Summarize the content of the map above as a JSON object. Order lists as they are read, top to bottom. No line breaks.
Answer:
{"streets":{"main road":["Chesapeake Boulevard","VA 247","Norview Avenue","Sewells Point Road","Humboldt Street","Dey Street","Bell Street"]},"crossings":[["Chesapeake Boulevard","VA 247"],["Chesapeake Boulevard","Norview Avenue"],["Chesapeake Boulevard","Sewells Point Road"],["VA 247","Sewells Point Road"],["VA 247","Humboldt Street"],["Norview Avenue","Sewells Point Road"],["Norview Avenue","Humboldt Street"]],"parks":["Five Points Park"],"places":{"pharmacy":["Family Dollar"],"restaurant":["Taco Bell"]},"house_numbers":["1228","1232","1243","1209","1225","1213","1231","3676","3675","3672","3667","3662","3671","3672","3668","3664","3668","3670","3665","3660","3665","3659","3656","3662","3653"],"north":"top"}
--*--
Task details
Exactly as they stand, restate all the lines of the listing.

Task output
Summarize the content of the map above as a JSON object. Order lists as they are read, top to bottom. No line breaks.
Answer:
{"streets":{"main road":["Chesapeake Boulevard","VA 247","Norview Avenue","Sewells Point Road","Humboldt Street","Dey Street","Bell Street"]},"crossings":[["Chesapeake Boulevard","VA 247"],["Chesapeake Boulevard","Norview Avenue"],["Chesapeake Boulevard","Sewells Point Road"],["VA 247","Sewells Point Road"],["VA 247","Humboldt Street"],["Norview Avenue","Sewells Point Road"],["Norview Avenue","Humboldt Street"]],"parks":["Five Points Park"],"places":{"pharmacy":["Family Dollar"],"restaurant":["Taco Bell"]},"house_numbers":["1228","1232","1243","1209","1225","1213","1231","3676","3675","3672","3667","3662","3671","3672","3668","3664","3668","3670","3665","3660","3665","3659","3656","3662","3653"],"north":"top"}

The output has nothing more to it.